On Tuesday, Ethiopia’s Prime Minister Hailemariam Desalegn said he suspects that members of the Oromo Liberation Front (OLF) were involved in Lilesa’s Rio protest, Foreign Policy reported.
“It’s me who sent him to Rio for Olympics, and we expected him to come back after winning the medal,” Hailemariam said. ” This is not the capacity of the man himself. It’s something which has been orchestrated by someone else from outside.”
Hailemariam claimed that the same group who helped the athlete in his demonstration also assisted him in acquiring a visa to the U.S.
Lilesa made an X-sign with his arms after winning silver in Rio. He refused to return to the Olympic village after his demonstration. The athlete, who has a wife and two children in Ethiopia, also declined to go home after the Summer Games ended.
Two weeks ago, Lilesa arrived in Washington DC on an expedited visa. The 26-year-old runner had been living in a Rio hotel since August when the Olympics ended.
The symbol Lilesa made with his hand is a sign of solidarity among the Oromo people, Ethiopia’s largest ethnic group, who have been protesting against the government since November 2015, AP reported.

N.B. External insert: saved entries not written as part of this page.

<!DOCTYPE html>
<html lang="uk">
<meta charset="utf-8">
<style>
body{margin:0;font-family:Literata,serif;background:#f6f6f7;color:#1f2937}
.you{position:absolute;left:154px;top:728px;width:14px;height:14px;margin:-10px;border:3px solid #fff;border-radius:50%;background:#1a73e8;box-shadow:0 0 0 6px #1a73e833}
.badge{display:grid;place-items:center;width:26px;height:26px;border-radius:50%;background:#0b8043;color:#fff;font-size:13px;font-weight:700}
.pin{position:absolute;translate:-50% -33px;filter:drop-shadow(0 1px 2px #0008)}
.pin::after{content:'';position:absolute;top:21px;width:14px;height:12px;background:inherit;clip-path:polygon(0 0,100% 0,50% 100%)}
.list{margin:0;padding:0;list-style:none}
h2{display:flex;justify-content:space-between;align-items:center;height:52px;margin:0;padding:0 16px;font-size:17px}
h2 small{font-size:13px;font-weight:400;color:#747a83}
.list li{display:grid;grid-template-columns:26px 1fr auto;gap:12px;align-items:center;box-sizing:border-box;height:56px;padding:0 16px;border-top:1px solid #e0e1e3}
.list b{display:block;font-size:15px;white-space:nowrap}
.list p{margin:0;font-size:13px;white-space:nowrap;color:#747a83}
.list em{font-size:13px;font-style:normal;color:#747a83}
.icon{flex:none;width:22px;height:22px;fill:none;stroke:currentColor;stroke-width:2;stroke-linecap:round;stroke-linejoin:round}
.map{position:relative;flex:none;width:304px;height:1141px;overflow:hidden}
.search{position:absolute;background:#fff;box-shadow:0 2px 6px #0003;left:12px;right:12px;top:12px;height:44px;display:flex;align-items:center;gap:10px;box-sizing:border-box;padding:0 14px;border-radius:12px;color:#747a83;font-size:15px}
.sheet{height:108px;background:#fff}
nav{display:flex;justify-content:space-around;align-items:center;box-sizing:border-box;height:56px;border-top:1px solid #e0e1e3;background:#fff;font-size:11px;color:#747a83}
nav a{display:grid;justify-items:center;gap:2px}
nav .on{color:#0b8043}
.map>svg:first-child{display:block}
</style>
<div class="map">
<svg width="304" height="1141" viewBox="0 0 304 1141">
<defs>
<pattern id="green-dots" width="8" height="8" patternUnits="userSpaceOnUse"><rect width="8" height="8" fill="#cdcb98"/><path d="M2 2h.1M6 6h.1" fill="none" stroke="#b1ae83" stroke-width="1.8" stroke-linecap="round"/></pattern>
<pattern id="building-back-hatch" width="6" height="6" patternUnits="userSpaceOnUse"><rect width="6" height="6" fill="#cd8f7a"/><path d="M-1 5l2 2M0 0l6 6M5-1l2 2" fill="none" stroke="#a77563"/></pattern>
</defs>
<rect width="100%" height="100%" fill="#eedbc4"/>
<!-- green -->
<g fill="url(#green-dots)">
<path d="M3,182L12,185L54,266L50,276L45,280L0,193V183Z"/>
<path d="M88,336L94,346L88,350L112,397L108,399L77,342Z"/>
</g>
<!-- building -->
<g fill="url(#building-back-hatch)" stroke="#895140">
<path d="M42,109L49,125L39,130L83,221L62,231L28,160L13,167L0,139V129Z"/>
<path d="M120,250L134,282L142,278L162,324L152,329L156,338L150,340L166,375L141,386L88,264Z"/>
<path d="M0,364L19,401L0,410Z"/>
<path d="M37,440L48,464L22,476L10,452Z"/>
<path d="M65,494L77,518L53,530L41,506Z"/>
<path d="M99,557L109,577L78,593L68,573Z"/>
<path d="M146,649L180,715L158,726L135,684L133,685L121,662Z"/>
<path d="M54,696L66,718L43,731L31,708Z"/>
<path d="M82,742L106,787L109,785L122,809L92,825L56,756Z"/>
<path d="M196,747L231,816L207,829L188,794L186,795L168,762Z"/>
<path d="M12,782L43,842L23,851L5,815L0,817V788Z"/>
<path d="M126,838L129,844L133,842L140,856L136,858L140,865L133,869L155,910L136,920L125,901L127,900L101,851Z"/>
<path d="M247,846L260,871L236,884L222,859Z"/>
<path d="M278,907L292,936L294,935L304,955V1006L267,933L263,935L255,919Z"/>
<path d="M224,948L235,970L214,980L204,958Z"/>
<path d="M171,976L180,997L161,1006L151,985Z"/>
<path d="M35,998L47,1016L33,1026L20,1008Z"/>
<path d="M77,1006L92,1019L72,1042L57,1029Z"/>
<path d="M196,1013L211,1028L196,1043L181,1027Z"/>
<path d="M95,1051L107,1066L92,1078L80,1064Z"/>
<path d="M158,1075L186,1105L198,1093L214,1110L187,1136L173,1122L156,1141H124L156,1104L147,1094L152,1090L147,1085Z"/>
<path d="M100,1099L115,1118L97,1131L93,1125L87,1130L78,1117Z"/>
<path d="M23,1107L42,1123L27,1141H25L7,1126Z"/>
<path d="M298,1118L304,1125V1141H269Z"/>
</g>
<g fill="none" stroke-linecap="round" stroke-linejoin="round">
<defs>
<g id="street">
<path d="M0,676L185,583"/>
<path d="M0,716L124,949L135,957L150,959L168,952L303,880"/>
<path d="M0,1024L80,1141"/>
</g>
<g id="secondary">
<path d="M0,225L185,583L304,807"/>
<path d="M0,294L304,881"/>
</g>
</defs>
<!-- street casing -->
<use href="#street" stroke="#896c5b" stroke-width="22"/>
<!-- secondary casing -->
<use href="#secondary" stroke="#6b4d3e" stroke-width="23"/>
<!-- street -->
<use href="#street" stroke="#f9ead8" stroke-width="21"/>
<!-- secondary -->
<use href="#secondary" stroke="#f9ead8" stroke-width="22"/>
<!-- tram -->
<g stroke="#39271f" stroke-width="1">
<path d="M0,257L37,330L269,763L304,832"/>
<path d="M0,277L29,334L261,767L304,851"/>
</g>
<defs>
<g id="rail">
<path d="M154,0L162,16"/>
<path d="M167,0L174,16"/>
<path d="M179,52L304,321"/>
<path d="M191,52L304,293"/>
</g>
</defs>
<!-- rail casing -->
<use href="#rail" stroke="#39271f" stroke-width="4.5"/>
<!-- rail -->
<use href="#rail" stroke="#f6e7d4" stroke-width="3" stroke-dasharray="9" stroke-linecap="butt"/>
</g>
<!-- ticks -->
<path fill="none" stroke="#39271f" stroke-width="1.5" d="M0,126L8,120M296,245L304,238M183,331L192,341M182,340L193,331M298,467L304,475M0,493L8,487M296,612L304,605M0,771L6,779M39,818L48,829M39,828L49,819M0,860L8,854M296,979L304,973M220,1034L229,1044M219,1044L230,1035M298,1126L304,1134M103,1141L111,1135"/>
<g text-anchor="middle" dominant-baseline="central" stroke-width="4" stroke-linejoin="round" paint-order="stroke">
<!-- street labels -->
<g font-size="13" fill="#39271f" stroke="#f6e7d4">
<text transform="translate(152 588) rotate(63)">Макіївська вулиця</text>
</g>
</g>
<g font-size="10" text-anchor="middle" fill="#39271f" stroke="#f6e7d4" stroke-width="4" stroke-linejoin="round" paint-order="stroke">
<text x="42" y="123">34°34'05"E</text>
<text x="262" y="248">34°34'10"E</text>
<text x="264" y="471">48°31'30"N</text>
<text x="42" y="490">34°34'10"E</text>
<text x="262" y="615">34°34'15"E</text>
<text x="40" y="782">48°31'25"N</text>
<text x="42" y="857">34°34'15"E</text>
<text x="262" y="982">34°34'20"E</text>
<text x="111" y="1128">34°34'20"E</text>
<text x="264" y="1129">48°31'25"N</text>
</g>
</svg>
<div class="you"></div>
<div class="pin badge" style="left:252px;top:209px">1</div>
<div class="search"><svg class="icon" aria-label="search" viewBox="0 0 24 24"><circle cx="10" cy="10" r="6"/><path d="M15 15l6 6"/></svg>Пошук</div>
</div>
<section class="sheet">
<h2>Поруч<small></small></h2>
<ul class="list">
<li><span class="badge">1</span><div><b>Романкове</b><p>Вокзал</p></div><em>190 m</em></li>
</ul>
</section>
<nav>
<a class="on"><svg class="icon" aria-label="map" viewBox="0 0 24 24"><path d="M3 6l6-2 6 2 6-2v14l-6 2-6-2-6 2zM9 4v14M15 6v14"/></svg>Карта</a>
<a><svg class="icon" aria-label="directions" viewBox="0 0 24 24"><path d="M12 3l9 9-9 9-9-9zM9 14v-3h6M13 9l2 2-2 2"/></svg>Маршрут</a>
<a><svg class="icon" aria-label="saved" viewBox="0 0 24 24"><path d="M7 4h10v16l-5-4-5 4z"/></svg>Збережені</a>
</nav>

Lilesa received about $150,000 from a crowd funding campaign organized to support him and his family after the protest. Since his arrival in the U.S., he has been granting interviews to the media.
In an interview with the Washington Post, Lilesa said the Oromo community in the U.S. assisted him in applying for his visa.
Lilesa, who was present at a press conference organized by New Jersey Rep. Chris Smith last week, said the situation in Ethiopia is getting worse, CNS News reported.
Rep. Chris Smith announced his plans to present a bill that would require Addis Ababa to allow independent investigators into the country to examine claims of human right violations.
“This legislation calls for incredible investigations into the government in the Oromia and Amhara regions, as well as the recent fire and shootings at Qilinto Prison,” Smith said during his Capitol Hill address.
The United Nations has also called for Ethiopia to allow foreign investigators into the country. However, Hailemariam said this week that allowing foreign inquirers into the country would be a violation of Ethiopia’s sovereignty.
“Ethiopia is a sovereign country and Ethiopia has the capacity to investigate its own case,” Ethiopia’s Ambassador to the U.S., Girma Birru, told Foreign Policy. “When the Ethiopian government is assumed to have failed to do these things, its an insult.”
Human Rights Watch has put the number of causalities in the ongoing anti-government protests in Ethiopia at around 500.